Consider his Cogito ergo sum (I think, therefore I am) which is backwards–we are, and we know that we are, therefore we can think. For as St. Thomas taught in his first article of De Magistro, “there preexist in us the first concepts of the intellect…which the intellect grasps immediately.” Being is indeed the first object to be grasped by the human mind and is the first principle of metaphysics.
Descartes’ mathematical idealism regressed through Hume, who was certain that all reality is uncertain and possibly a mere phantasm of the mind (a remarkably illogical idea when retorted upon itself), who impressed upon Kant the notion that metaphysics is pointless and unable to teach us anything. As Descartes used mathematics, Kant’s thought was heavily influenced by the material progress of science, which dismisses all that cannot be demonstrated as mere idle speculation. Kant tried to free his metaphysics from mathematics but he substituted empirical knowledge, and so replaced the mathematical approach to one of physics, bringing Newtonian methods to philosophy.
Cartesian idealism reduces Man to a thinking substance, while Kantian idealism makes him pure reason limited by his senses. Neither is sufficient in itself, for they both deny first principles–that we know certain things immediately and that they neither need to nor can be proven. And the entire process of the destruction of Thomistic epistemology is analogous to turning a magnificent church such as Notre Dame de Paris into the monstrosity of Corbusier’s Dominican Monastery of La Tourette, the design of which was so divorced from its transcendent purpose that the Order of Preachers removed their friars from it due to depression and thoughts of suicide.

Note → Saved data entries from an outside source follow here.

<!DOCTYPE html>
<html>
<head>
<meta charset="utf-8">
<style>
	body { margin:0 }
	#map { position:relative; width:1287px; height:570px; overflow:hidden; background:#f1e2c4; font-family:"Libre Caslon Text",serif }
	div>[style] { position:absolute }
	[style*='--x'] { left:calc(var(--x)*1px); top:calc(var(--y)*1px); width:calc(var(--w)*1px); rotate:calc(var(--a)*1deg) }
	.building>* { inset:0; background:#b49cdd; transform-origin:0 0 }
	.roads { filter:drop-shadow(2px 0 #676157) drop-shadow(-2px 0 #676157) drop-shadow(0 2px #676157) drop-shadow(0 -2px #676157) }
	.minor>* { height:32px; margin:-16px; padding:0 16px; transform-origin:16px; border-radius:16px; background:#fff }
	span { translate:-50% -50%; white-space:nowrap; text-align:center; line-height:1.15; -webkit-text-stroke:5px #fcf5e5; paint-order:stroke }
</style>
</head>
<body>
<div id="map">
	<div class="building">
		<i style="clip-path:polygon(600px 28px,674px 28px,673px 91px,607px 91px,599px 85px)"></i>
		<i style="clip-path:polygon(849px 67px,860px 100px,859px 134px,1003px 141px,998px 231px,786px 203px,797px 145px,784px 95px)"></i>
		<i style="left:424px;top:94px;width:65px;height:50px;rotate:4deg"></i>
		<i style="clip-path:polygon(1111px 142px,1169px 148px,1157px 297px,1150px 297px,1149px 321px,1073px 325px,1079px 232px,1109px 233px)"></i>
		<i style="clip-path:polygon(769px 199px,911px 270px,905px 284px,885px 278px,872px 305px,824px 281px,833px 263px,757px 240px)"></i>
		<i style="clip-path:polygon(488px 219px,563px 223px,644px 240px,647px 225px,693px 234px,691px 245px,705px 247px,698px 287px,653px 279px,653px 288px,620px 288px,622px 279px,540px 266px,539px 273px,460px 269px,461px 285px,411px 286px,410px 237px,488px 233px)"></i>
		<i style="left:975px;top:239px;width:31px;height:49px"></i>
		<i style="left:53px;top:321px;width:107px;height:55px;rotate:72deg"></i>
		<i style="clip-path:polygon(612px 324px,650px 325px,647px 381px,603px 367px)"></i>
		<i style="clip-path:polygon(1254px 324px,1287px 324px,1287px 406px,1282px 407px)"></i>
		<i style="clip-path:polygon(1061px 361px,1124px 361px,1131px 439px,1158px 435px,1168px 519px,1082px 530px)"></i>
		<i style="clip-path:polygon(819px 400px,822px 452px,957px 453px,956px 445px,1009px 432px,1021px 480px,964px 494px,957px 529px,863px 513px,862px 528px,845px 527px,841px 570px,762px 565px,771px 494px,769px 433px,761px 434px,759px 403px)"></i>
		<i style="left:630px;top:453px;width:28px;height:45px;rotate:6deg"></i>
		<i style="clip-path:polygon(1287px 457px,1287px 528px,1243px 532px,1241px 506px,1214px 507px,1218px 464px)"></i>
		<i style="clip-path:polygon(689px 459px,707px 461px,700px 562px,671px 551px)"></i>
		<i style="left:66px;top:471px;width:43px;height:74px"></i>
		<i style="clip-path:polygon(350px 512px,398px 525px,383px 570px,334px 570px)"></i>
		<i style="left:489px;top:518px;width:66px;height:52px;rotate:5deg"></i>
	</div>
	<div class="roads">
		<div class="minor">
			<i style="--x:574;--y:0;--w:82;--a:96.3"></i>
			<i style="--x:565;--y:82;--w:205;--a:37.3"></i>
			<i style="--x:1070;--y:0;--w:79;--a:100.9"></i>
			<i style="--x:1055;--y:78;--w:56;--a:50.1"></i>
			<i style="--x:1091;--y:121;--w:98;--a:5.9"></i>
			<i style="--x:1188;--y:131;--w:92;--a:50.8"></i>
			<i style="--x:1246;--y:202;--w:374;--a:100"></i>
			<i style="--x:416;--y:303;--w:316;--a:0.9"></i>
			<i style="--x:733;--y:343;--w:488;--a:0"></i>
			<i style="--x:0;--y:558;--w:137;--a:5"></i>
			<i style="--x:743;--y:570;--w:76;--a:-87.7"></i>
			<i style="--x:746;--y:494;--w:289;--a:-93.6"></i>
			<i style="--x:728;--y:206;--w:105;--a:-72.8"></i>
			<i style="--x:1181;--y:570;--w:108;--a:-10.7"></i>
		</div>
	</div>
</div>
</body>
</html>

The Hegelian Triad of Thesis-Antithesis-Synthesis is simply a further attempt to prove rationally what we already know but which cannot be proven through logic.
Today’s Western culture, perhaps as a result of the insufficiency of reliance on rational thought alone, worships Power. Only power. Coupled with the misuse of modern technology, Western society increasingly offers a dystopian future far worse than the brutalities of the totalitarian regimes of Soviet Russia and the China of both the 1960s Cultural Revolution. The remnants of Magna Carta, written by the Catholic Archbishop of Canterbury, Stephen Langton, are virtually gone. Law itself no longer exists, except as a means of selectively applying power to achieve increasingly centralized control in order to promote ideologies that are utterly inconsistent with the Telos–the Final End–of Man qua Man–who is a creature made by God, meant for eternal happiness with God and for a life here on Earth that will prepare him for that eternal possession of God–and that life is THE GOOD LIFE.
Pick up one or more of Gilson’s works, or go directly to Aquinas.